When we don’t acknowledge the real fears and anxieties we experience (especially these past two years), we deny ourselves the opportunity to trust in God. It’s not a question of if we are afraid. But when we are afraid, what will we do? Will we avoid it, try to power through on our own, or turn to our Good Shepherd?
David knew the comfort that can come from such a shepherd, “Even though I walk through the valley of the shadow of death, I will fear no evil, for you are with me; your rod and your staff, they comfort me” (Psalm 23:4). Instead of taking a circuitous route out of the difficult situation (like my mom’s alternative course out of our neighborhood at Halloween), God promises to walk with us. He doesn’t remove us from the valley; he is with us through it. And through those dark days, we find goodness and mercy like we’ve never experienced before. In one of the great paradoxes of our faith, joy comes out of suffering—peace out of fear.
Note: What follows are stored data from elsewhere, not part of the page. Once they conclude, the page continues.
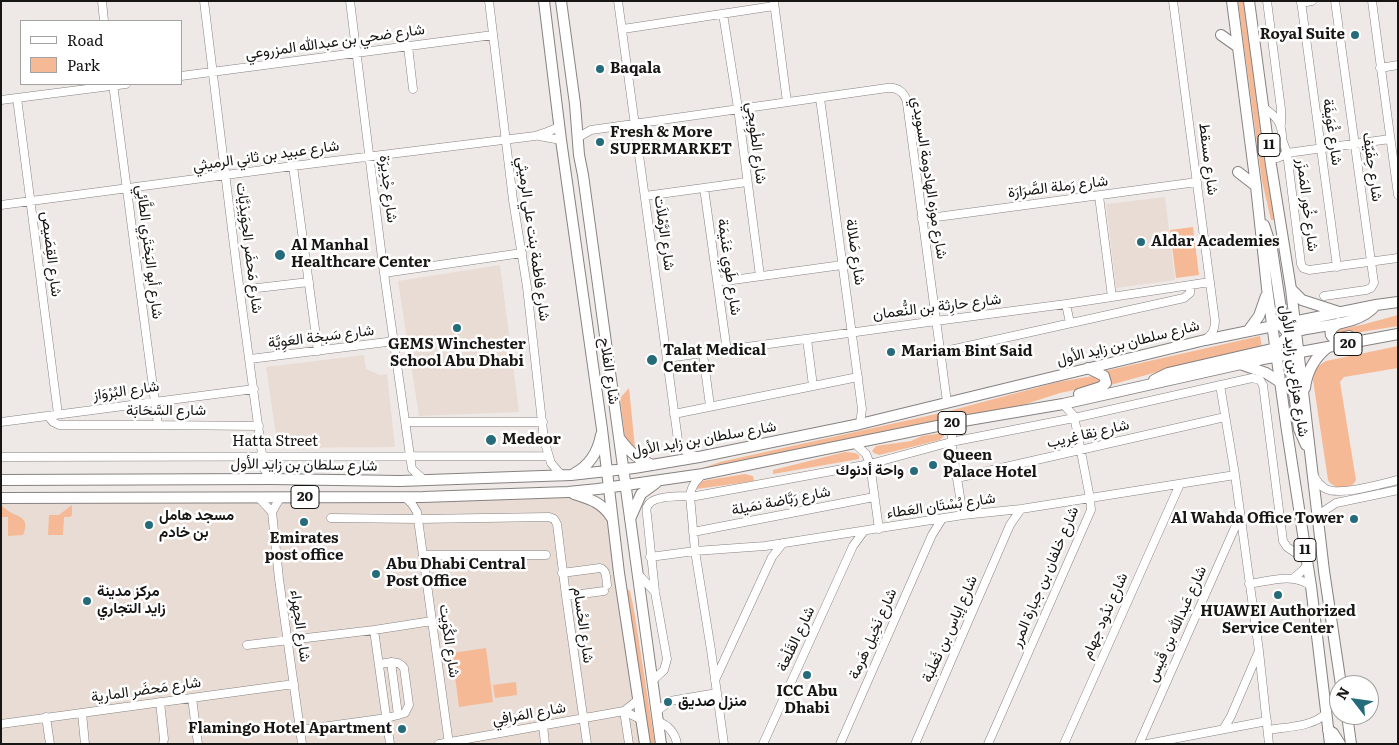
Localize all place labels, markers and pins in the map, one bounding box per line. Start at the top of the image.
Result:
place label: Royal Suite [1260,26,1345,44]
marker: Royal Suite [1349,29,1361,41]
place label: Baqala [610,60,661,78]
marker: Baqala [594,63,606,75]
place label: Fresh & More SUPERMARKET [610,124,732,159]
marker: Fresh & More SUPERMARKET [594,136,606,148]
place label: Aldar Academies [1151,233,1280,251]
marker: Aldar Academies [1135,236,1147,248]
place label: Al Manhal Healthcare Center [291,237,431,272]
marker: Al Manhal Healthcare Center [273,248,287,262]
marker: GEMS Winchester School Abu Dhabi [451,322,463,334]
place label: GEMS Winchester School Abu Dhabi [388,336,526,371]
place label: Talat Medical Center [663,342,766,377]
place label: Mariam Bint Said [901,343,1033,361]
marker: Mariam Bint Said [885,346,897,358]
marker: Talat Medical Center [645,353,659,367]
place label: Medeor [502,431,561,449]
marker: Medeor [484,433,498,447]
place label: Queen Palace Hotel [943,447,1037,482]
marker: Queen Palace Hotel [927,459,939,471]
place label: واحة أدنوك [836,462,904,480]
marker: واحة أدنوك [908,465,920,477]
place label: مسجد هامل بن خادم [159,507,234,542]
place label: Al Wahda Office Tower [1171,510,1344,528]
marker: Al Wahda Office Tower [1348,513,1360,525]
marker: Emirates post office [298,516,310,528]
marker: مسجد هامل بن خادم [143,519,155,531]
place label: Emirates post office [265,530,343,565]
place label: Abu Dhabi Central Post Office [386,556,526,591]
marker: Abu Dhabi Central Post Office [370,568,382,580]
place label: مركز مدينة زايد التجاري [97,583,166,618]
marker: HUAWEI Authorized Service Center [1272,589,1284,601]
marker: مركز مدينة زايد التجاري [81,595,93,607]
place label: HUAWEI Authorized Service Center [1200,603,1356,638]
marker: ICC Abu Dhabi [801,669,813,681]
place label: ICC Abu Dhabi [776,683,838,718]
place label: منزل صديق [678,693,747,711]
marker: منزل صديق [662,696,674,708]
place label: Flamingo Hotel Apartment [188,720,392,738]
marker: Flamingo Hotel Apartment [396,723,408,735]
I remember when I found out that my husband grew up in one of those kind of Halloween families. With his mom and five siblings, he would string twine up and down their three-story yellow home to create a giant spider web—complete with a DIY spider made from a garbage bag stuffed with paper. He recounts with joy the homemade costumes, the trick-or-treating scores, and the haunted houses. The same scary Halloween season that brought me to tears brought delight to my husband—because it was an occasion to enjoy time with his family.
My husband and I have found a happy medium between my extreme avoidance of Halloween and my husband’s family’s enthusiasm with fake cobwebs. I now dress up to trick or treat with my children (this year we’ve planned Frozen-themed family costumes), yet only carved and painted pumpkins will adorn our front porch.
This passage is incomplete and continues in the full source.